Exercise details >>
Below are the records; copy each line in which "this" occurs.

Data supplied >>

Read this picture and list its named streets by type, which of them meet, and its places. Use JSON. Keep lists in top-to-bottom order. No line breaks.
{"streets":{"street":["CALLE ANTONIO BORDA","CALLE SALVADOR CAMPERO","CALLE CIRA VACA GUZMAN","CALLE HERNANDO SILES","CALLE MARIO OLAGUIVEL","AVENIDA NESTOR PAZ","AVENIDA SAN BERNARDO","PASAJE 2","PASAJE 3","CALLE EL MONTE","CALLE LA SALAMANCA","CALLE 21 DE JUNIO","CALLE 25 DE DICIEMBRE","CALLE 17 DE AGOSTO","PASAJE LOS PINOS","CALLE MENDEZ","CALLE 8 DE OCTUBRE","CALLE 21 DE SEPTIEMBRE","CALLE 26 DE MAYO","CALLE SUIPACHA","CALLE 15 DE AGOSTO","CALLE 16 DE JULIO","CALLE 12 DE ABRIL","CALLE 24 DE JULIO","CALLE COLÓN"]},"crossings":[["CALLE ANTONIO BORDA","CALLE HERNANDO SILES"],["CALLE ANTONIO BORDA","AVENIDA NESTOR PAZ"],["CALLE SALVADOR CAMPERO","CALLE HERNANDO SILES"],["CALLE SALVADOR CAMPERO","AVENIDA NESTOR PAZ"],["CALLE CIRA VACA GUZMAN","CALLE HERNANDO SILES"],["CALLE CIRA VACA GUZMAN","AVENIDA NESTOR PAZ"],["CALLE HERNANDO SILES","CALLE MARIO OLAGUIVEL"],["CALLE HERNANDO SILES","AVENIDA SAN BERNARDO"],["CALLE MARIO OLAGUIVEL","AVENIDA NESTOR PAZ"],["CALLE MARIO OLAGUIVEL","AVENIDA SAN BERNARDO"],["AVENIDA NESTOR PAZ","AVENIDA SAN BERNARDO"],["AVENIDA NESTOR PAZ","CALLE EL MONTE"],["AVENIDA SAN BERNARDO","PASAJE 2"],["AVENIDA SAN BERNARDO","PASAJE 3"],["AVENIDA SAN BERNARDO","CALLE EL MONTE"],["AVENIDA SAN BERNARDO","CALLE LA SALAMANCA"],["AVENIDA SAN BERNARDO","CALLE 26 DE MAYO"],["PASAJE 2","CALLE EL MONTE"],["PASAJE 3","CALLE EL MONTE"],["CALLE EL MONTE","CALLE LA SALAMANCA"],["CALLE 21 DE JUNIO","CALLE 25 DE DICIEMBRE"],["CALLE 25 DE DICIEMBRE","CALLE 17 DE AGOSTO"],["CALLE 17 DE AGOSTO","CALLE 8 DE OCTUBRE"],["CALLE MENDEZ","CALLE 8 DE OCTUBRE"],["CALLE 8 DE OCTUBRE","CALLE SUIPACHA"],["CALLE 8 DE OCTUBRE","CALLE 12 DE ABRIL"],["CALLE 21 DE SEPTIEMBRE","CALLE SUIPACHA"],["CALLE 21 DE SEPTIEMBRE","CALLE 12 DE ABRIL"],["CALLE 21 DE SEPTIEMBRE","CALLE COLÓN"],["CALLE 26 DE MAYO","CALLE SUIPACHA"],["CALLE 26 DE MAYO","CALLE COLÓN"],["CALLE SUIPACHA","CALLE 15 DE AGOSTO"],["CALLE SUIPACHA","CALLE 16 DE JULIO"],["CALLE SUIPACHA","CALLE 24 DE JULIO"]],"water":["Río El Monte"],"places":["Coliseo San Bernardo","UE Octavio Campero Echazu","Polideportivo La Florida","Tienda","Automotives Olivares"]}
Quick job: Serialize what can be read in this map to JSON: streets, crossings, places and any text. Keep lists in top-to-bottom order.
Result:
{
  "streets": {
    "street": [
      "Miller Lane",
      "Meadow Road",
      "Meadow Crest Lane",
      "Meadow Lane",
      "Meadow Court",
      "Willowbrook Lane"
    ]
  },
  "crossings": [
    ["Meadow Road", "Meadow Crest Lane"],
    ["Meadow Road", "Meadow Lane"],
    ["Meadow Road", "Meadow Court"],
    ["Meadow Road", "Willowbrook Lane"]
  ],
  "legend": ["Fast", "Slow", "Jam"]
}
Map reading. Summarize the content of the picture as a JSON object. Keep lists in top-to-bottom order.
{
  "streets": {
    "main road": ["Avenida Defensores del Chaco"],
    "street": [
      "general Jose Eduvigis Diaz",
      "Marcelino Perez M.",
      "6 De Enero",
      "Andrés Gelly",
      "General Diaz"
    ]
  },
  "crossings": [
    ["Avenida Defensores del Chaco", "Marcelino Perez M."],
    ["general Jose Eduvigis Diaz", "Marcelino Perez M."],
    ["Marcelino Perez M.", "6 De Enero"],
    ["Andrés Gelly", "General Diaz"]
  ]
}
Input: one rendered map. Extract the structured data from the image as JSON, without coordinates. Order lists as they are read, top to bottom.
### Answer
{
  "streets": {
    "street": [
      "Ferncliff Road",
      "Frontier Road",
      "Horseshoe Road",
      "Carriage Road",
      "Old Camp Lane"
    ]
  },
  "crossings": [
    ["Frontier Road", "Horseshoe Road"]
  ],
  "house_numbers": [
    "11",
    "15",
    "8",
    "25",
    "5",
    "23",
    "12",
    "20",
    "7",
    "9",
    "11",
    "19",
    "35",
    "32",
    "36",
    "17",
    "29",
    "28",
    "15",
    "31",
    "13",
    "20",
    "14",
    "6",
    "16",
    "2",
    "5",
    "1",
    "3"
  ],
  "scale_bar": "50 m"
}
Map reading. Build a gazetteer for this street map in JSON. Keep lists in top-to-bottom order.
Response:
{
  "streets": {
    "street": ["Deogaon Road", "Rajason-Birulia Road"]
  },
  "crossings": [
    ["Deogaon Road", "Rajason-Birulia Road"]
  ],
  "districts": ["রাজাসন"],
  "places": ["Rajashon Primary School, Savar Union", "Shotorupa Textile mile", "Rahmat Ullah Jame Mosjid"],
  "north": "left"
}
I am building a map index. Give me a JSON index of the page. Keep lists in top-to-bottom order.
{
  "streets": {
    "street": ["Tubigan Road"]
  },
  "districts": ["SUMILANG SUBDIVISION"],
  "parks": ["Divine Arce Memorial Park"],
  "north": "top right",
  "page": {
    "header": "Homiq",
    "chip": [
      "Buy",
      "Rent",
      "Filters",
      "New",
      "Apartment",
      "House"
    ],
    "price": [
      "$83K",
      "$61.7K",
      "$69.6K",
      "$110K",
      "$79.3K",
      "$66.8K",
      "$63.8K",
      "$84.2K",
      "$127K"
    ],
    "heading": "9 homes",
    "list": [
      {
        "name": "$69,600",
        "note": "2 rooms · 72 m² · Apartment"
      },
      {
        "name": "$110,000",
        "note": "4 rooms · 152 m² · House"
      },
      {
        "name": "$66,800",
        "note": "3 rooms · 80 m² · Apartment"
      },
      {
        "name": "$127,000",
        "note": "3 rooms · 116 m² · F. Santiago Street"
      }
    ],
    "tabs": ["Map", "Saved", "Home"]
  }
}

Solution to the problem >>
Read this picture and list its named streets by type, which of them meet, and its places. Use JSON. Keep lists in top-to-bottom order. No line breaks.
Quick job: Serialize what can be read in this map to JSON: streets, crossings, places and any text. Keep lists in top-to-bottom order.
Map reading. Build a gazetteer for this street map in JSON. Keep lists in top-to-bottom order.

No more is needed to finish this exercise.